Here is a video I made to keep an eye on things during two test rides (Ken and Colin please note – video updated since original post) :
This little spindle is the quick release skewer holding the front part of the seat onto Magnum’s frame. The critical threaded sleeve had cracked and no longer gripped the thread on the rod – so, in turn, it no longer holds the seat in place. It pulled apart as I powered up a minor hill near the Village Green and the seat crashed out of place onto the frame.
Of course a standard QR wheel axle doesn’t fit but MRrecumbents in Melbourne had a spare and it was soon on its way to Longford. MRrecumbents main business is supplying schools with racing HPVs – a big scene on the mainland – and also market a trike of their own design. They decided to grab some Greenspeed spares when that business was sold – 4 container loads apparently. In one of the containers was a GS QR seat skewer with my name on it.
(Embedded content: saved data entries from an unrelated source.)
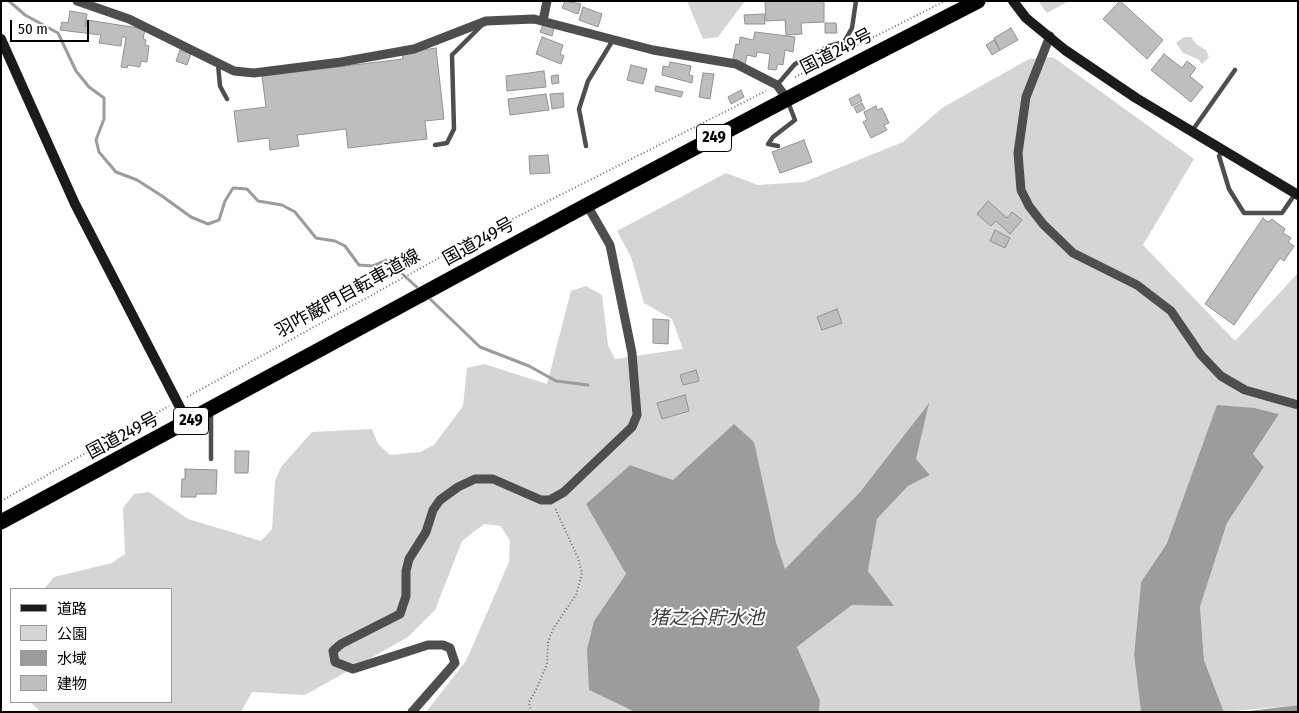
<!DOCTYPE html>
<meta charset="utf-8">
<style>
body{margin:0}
#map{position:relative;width:1299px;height:713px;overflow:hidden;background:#fff;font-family:"Fira Sans Condensed","Noto Sans JP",sans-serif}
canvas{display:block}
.frame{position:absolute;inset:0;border:2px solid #000;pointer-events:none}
.legend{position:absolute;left:10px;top:588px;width:162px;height:115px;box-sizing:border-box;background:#fff;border:1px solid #999;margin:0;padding:6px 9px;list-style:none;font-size:15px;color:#000}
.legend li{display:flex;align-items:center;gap:10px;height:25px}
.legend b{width:25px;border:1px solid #999}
.scale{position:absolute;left:10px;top:20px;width:79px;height:22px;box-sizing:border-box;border:2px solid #000;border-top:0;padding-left:6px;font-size:15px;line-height:18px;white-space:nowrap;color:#000;-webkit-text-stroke:4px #fff;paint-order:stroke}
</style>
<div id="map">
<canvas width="1299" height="713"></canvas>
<div class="frame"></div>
<ul class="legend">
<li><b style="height:6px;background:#1b1b1b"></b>道路</li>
<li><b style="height:14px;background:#d5d5d5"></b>公園</li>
<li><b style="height:14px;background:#9c9c9c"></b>水域</li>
<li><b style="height:14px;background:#bebebe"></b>建物</li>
</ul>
<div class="scale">50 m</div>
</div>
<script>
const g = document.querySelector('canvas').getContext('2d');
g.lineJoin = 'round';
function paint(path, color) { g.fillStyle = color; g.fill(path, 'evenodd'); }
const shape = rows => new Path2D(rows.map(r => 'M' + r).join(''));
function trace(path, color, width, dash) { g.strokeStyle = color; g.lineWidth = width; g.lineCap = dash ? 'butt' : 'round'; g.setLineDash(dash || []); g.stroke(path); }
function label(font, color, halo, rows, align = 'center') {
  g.font = font + ' "Fira Sans Condensed","Noto Sans JP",sans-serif'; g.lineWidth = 4; g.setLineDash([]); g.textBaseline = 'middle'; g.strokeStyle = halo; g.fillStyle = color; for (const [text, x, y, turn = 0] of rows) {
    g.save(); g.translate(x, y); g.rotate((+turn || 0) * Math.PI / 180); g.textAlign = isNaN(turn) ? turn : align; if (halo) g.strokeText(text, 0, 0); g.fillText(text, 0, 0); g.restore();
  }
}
paint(shape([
 [687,1,745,1,718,37,703,39],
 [1038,1,1069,1,1047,13],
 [1184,37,1191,37,1196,44,1206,50,1209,57,1202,64,1198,59,1183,53,1176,43],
 [1053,57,1194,159,1143,245,1235,341,1298,273,1298,705,1224,712,1204,660,1200,607,1227,523,1264,467,1253,454,1279,414,1255,408,1141,582,1134,655,1141,712,819,712,820,700,797,647,852,605,868,571,877,519,908,486,930,475,916,459,928,404,860,492,785,570,776,542,673,480,630,465,587,503,626,574,594,621,589,690,635,712,426,712,466,661,509,562,510,541,501,526,484,524,462,541,435,610,408,637,305,695,252,692,241,712,41,712,30,702,171,702,171,589,44,589,54,577,112,563,125,554,123,508,134,494,149,492,188,519,261,541,272,529,275,481,281,467,312,432,372,429,378,444,390,455,420,452,434,445,463,406,467,368,484,364,547,384,571,291,586,286,602,295,608,345,615,359,683,349,672,319,644,303,631,257,617,231,726,173,758,185,804,182,903,142,942,108,1029,59]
]), '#d5d5d5');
paint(shape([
 [929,403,916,459,930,475,908,486,877,519,868,571,894,606,852,605,797,647,820,700,819,712,635,712,589,690,587,649,594,621,626,574,586,504,630,465,673,480,734,424,754,442,776,542,785,569,860,492],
 [1217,405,1255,408,1279,414,1253,454,1264,467,1227,523,1200,607,1204,660,1224,712,1141,712,1134,655,1141,582,1167,543],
 [1298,705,1298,712,1241,712]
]), '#9c9c9c');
trace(shape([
 [9,1,25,15,58,33,76,71,89,87,104,98,104,119,96,140,99,152,116,172,137,180,162,196,191,217,208,224,219,220,225,201,233,188,247,189,258,201,282,205,295,212,316,238,335,241,345,246,359,265,373,266,387,260,420,290],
 [427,296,480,347,529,366,556,381,588,385]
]), '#9c9c9c', 3);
const building = shape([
 [565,1,581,4,578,14,562,8,565,1],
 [765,1,824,1,824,22,801,23,802,34,786,35,785,20,766,21,765,1],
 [1120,1,1163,40,1147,59,1103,19,1120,1],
 [583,7,602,14,598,27,579,20,583,7],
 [70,11,87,14,85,27,87,20,145,29,143,39,146,40,145,45,149,46,147,62,141,61,140,67,128,65,127,68,121,67,126,37,122,37,121,46,99,43,101,35,60,30,62,22,68,23,70,11],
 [764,14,765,24,745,24,744,15,764,14],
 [825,23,836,23,837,33,825,33,825,23],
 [543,25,554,28,552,36,540,32,543,25],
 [1011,28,1018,40,1000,50,994,38,1011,28],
 [755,32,795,37,793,52,785,50,783,65,778,64,776,70,768,69,770,54,757,52,756,57,747,55,745,65,732,63,736,44,739,45,740,37,753,40,755,32],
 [542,37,563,45,560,54,564,56,561,64,536,54,542,37],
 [994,40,1000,50,992,55,986,45,994,40],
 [436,48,444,119,425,121,427,139,348,148,346,129,297,135,299,146,270,150,269,138,238,142,234,111,266,107,262,76,403,59,402,53,436,48],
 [180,50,191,54,187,65,176,61,180,50],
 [1164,54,1182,68,1187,61,1196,68,1190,76,1203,87,1191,102,1151,70,1164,54],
 [670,62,691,66,689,75,693,76,692,83,662,75,663,66,669,67,670,62],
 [631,65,647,69,643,84,627,80,631,65],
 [544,71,546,87,507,91,506,76,544,71],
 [703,73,714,74,710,99,699,97,703,73],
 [558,75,559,83,552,84,551,76,558,75],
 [656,86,683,92,681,97,655,91,656,86],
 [741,90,744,97,731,104,728,97,741,90],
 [563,93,564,107,552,109,550,94,563,93],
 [546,94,549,110,510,115,508,99,546,94],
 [859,94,862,101,852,106,849,99,859,94],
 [862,103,865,109,857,113,854,107,862,103],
 [876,106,877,110,882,108,889,123,884,125,887,130,871,138,863,122,867,120,864,112,876,106],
 [804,140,812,162,780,173,772,152,804,140],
 [548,155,550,173,530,174,529,156,548,155],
 [988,201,1007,218,1012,212,1022,220,1010,234,996,221,991,226,977,214,988,201],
 [1263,218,1268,222,1272,219,1285,229,1283,233,1291,238,1288,242,1294,246,1284,261,1280,258,1234,325,1205,304,1263,218],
 [995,230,1010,238,1005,248,990,241,995,230],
 [837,309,842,323,822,330,817,317,837,309],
 [653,319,669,320,668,344,653,343,653,319],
 [696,370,699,381,683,385,680,375,696,370],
 [685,395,689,411,662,419,657,403,685,395],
 [235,451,249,451,248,473,235,473,235,451],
 [185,469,217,470,216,494,196,494,196,497,181,497,182,479,185,479,185,469]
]);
paint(building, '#bebebe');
trace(building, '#929292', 1);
const highway = shape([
 [1,522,587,205,787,99,978,1]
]);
trace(highway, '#dbdbdb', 16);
trace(shape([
 [795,77,945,1],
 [187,397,477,237,766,91],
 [1,501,169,406],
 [531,712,529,702,536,690,547,664,548,642,553,629,576,595,582,573,578,558,555,508]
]), '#707070', 2, [1, 2.5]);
trace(shape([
 [218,64,220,86,227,99],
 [777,85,795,64,829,46,844,42,852,28,856,1],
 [1192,131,1235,70],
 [435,145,447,143,454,129,452,55,482,25],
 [586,146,579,109,588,81,613,40],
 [778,146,768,144,773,137,795,120,788,102],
 [1223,150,1219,156,1229,189,1244,213,1282,213,1295,194],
 [211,459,211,411]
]), '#4e4e4e', 4.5);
trace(shape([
 [77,1,129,19,234,71,254,73,341,62,414,49,486,21,534,19,653,50,736,64,777,85,787,99],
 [543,21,547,1],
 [1050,36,1026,97,1018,153,1021,190,1029,206,1043,224,1073,253,1137,285,1171,311,1201,355,1221,376,1245,390,1298,405],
 [412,712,455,663,450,648,443,645,428,645,353,669,335,662,333,651,341,644,400,614,406,596,406,571,409,559,426,532,433,510,440,500,458,487,475,479,493,479,541,500,550,500,564,492,632,427,637,415,632,353,610,245,587,205]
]), '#4e4e4e', 9);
trace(shape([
 [1013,1,1026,18,1065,50,1136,98,1298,195],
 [1,39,75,204,188,423]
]), '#1b1b1b', 10);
trace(highway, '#000', 15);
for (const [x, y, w] of [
 [714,138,35],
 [191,421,35]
]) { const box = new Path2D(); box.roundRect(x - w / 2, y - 13.5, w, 27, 4); g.fillStyle = '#fff'; g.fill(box); trace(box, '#000', 1); }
label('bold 16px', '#000', null, [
 ["249",714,138],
 ["249",191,421]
]);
label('18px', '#000', '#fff', [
 ["国道249号",837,52,-27],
 ["国道249号",479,242,-29],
 ["羽咋巌門自転車道線",348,294,-29],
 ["国道249号",123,436,-28]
]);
label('italic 19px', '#3d3d3d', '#fff', [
 ["猪之谷貯水池",707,619]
]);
</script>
By the time all that had been taken care of we were nearing the end of August and the weather began to look (dare I say it?) Springlike. The occasional day climbed over 15°C at midday even though there were light frosts overnight.
With the weather improving and trike ready to go I managed a few rides. One day, 3 of us retirees were riding together. Colin has a problem hip, Pete is just getting scheduled for a knee replacement and I am having some issues with something twanging in the back of my knee. Pete rides a road bike and still cycled twice the distance we did – going ahead and then coming back to see what was holding us up!
Then came more rain.
I took Ernie on a tour of the waterways to see what was going on. Yes, Back Creek had flooded once more.
I cycled out to Woolmers and the Macquarie River. Here the water had been across the road but by the time I arrived the road was passable.
There were signs all over the place warning of water across the road – and in some places the water was still flowing slightly. Yes. We had some rain.
The frogs were out and about and I managed to get a few recordings to send through to the Australian Museum Frog ID program. Citizen Science is being used to gather data re frog numbers across Australia. At one pond I was able to record what I think will be identified as Banjo Frogs. Instead of “rebit” they make a metallic sounding “Bonk” – like a banjo.
The Macquarie and South Esk Rivers both feed into Trevallyn Dam – a hydro power dam above Launceston. When the dam overflows, the water cascading down the Cataract Gorge can be quite a sight. The rain caused an overflow – so we went to have a look.
We missed the main event by a day and the waters weren’t as high as back in the 2016 floods but it was still quite a show.
The last week of the month brought some surprising warmth – up to 20°C at midday. Then it was back to frost and 13°C plus yet more rain. What a tease.
It was a sad month kilometres ridden wise. I am still ahead for the annual goal of 5,000 ks but the margin is narrowing. Must do better in September.